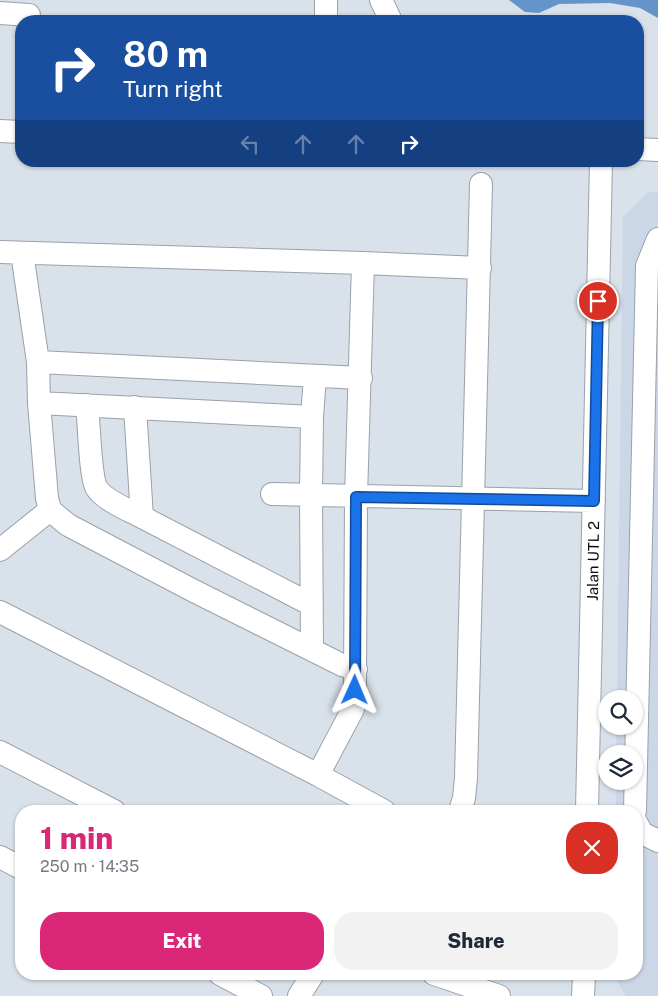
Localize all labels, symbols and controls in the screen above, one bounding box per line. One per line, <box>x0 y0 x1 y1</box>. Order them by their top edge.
text: 80 m <box>123 34 208 75</box>
icon: right <box>40 35 105 100</box>
text: Turn right <box>123 76 223 102</box>
icon: left <box>236 130 264 158</box>
icon: ahead <box>289 130 317 158</box>
icon: ahead <box>342 130 370 158</box>
icon: right <box>395 130 423 158</box>
pin <box>577 280 619 322</box>
icon: arrive <box>584 287 612 315</box>
street label: Jalan UTL 2 <box>584 521 602 601</box>
position arrow <box>328 663 380 715</box>
map controls <box>598 690 643 790</box>
button: search <box>598 690 643 735</box>
button: layers <box>598 745 643 790</box>
text: 1 min <box>40 820 113 856</box>
button: close <box>566 822 618 874</box>
text: 250 m · 14:35 <box>40 857 139 876</box>
button: Exit <box>40 912 324 970</box>
button: Share <box>334 912 618 970</box>

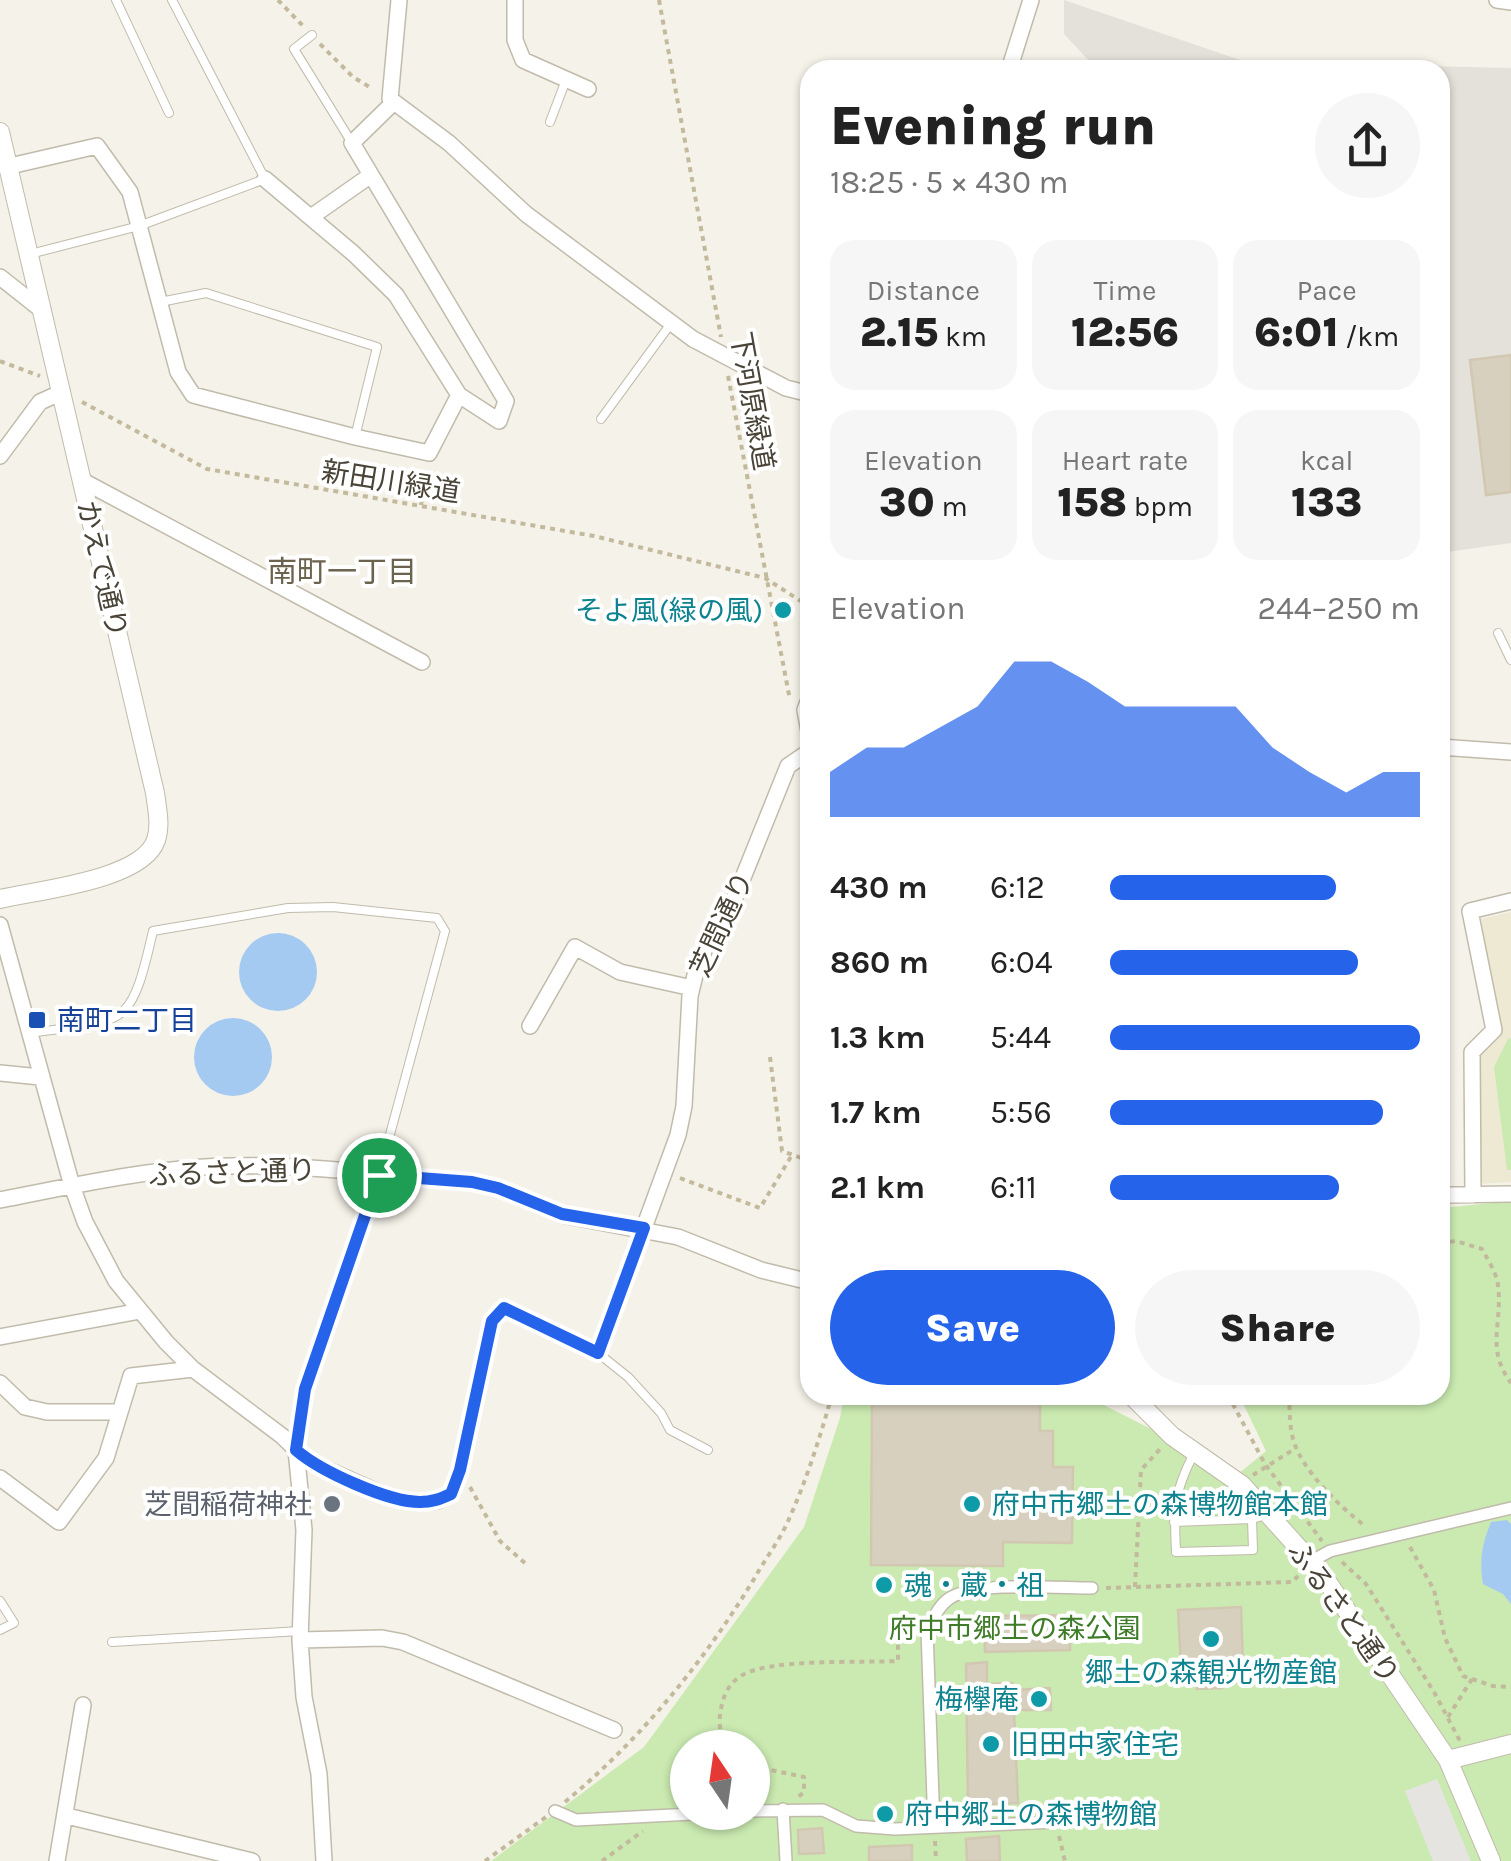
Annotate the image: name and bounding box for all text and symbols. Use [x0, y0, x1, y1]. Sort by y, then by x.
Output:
button: share [1315, 93, 1420, 198]
text: Evening run [830, 94, 1156, 158]
text: 18:25 · 5 × 430 m [830, 164, 1069, 201]
text: Distance [867, 274, 980, 307]
text: Time [1094, 274, 1156, 307]
text: Pace [1297, 274, 1357, 307]
text: 2.15 [860, 307, 938, 357]
text: 12:56 [1071, 307, 1179, 357]
text: 6:01 [1254, 307, 1339, 357]
text: km [938, 320, 987, 353]
text: /km [1339, 320, 1399, 353]
street label: 下河原緑道 [724, 329, 781, 473]
text: Elevation [864, 444, 983, 477]
text: Heart rate [1062, 444, 1188, 477]
text: kcal [1300, 444, 1353, 477]
street label: 新田川緑道 [319, 454, 463, 509]
text: 30 [879, 477, 935, 527]
text: 158 [1057, 477, 1127, 527]
text: 133 [1291, 477, 1362, 527]
text: m [935, 490, 968, 523]
text: bpm [1127, 490, 1193, 523]
street label: かえで通り [71, 498, 134, 641]
district label: 南町一丁目 [267, 554, 417, 590]
text: Elevation [830, 590, 965, 627]
text: 244–250 m [1257, 590, 1420, 627]
place label: そよ風(緑の風) [575, 594, 763, 627]
marker: そよ風(緑の風) [772, 599, 794, 621]
street label: 芝間通り [683, 866, 760, 982]
text: 430 m [830, 869, 928, 906]
text: 6:12 [990, 869, 1045, 906]
text: 860 m [830, 944, 929, 981]
text: 6:04 [990, 944, 1053, 981]
place label: 南町二丁目 [57, 1004, 197, 1037]
marker: 南町二丁目 [26, 1009, 48, 1031]
text: 1.3 km [830, 1019, 926, 1056]
text: 5:44 [990, 1019, 1051, 1056]
text: 1.7 km [830, 1094, 922, 1131]
text: 5:56 [990, 1094, 1052, 1131]
pin [337, 1133, 422, 1218]
icon: arrive [352, 1148, 407, 1203]
street label: ふるさと通り [147, 1153, 317, 1192]
text: 2.1 km [830, 1169, 925, 1206]
text: 6:11 [990, 1169, 1037, 1206]
button: Save [830, 1270, 1115, 1385]
button: Share [1135, 1270, 1420, 1385]
place label: 芝間稲荷神社 [144, 1488, 312, 1521]
place label: 府中市郷土の森博物館本館 [992, 1488, 1328, 1521]
marker: 芝間稲荷神社 [321, 1493, 343, 1515]
marker: 府中市郷土の森博物館本館 [961, 1493, 983, 1515]
street label: ふるさと通り [1281, 1535, 1406, 1690]
place label: 魂・蔵・祖 [904, 1569, 1044, 1602]
marker: 魂・蔵・祖 [873, 1574, 895, 1596]
park label: 府中市郷土の森公園 [889, 1612, 1141, 1645]
marker: 郷土の森観光物産館 [1200, 1628, 1222, 1650]
place label: 郷土の森観光物産館 [1085, 1656, 1337, 1689]
place label: 梅欅庵 [935, 1683, 1019, 1716]
marker: 梅欅庵 [1028, 1688, 1050, 1710]
place label: 旧田中家住宅 [1011, 1728, 1179, 1761]
north arrow [670, 1730, 770, 1830]
map controls [670, 1730, 770, 1830]
marker: 旧田中家住宅 [980, 1733, 1002, 1755]
place label: 府中郷土の森博物館 [905, 1798, 1157, 1831]
marker: 府中郷土の森博物館 [874, 1803, 896, 1825]

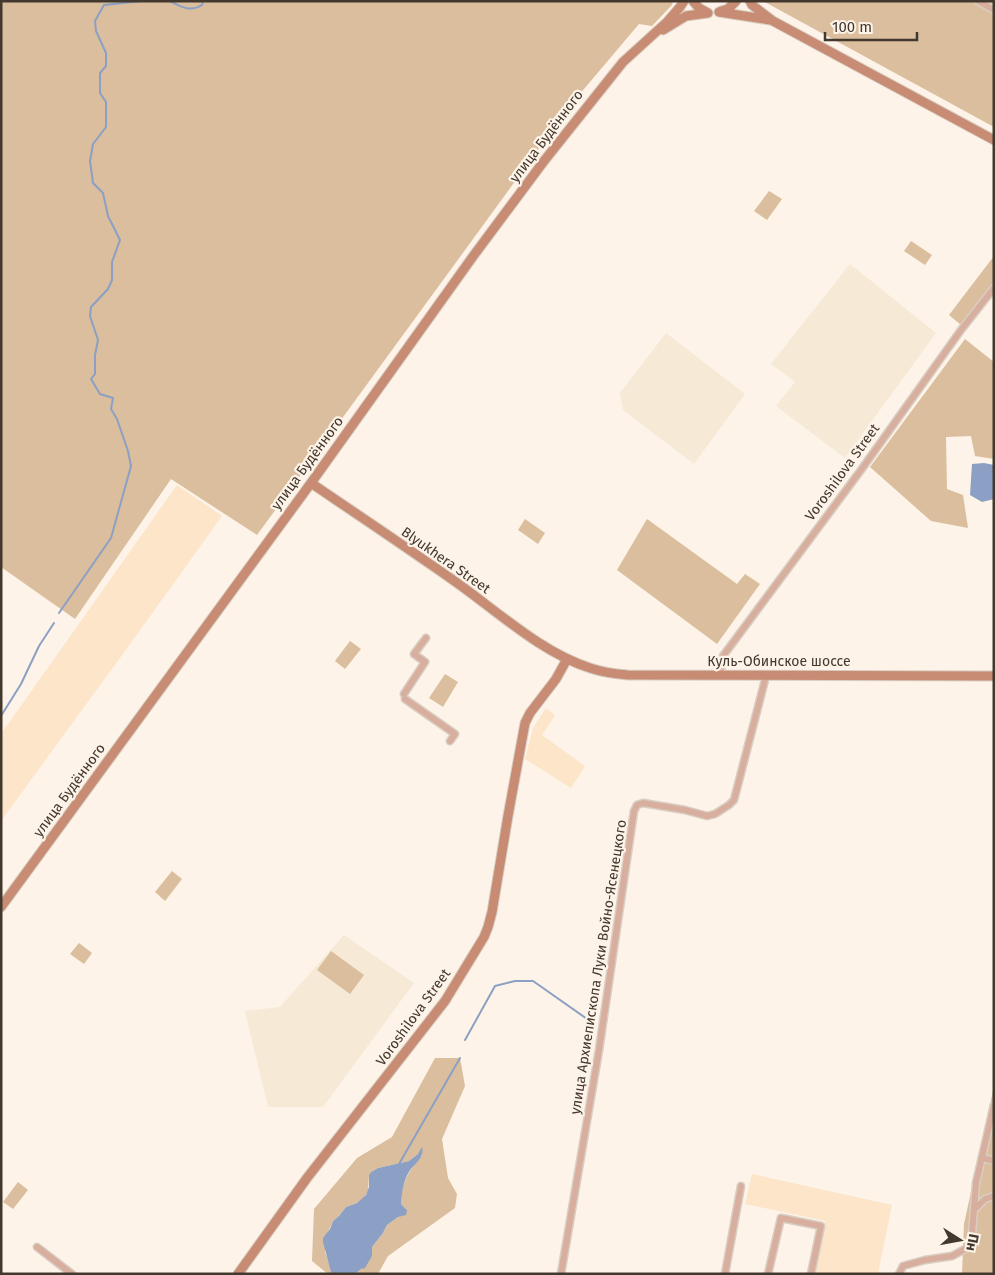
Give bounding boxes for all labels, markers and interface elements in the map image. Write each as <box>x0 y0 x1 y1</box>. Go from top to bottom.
scale bar <box>825 10 918 42</box>
text: 100 m <box>832 18 872 36</box>
street label: улица Будённого <box>506 87 587 186</box>
street label: улица Будённого <box>268 413 347 513</box>
street label: Voroshilova Street <box>802 420 884 524</box>
street label: Blyukhera Street <box>398 523 494 598</box>
street label: Куль-Обинское шоссе <box>707 653 851 670</box>
street label: улица Будённого <box>30 740 109 840</box>
street label: улица Архиепископа Луки Войно-Ясенецкого <box>567 818 630 1116</box>
street label: Voroshilova Street <box>373 965 455 1069</box>
north arrow <box>935 1215 985 1265</box>
text: Пн <box>962 1232 982 1253</box>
========================================
■ Task item:
Every line of the listing that holds the word "улица" should be counted. Please give that number only.

■ Finished exercise:
4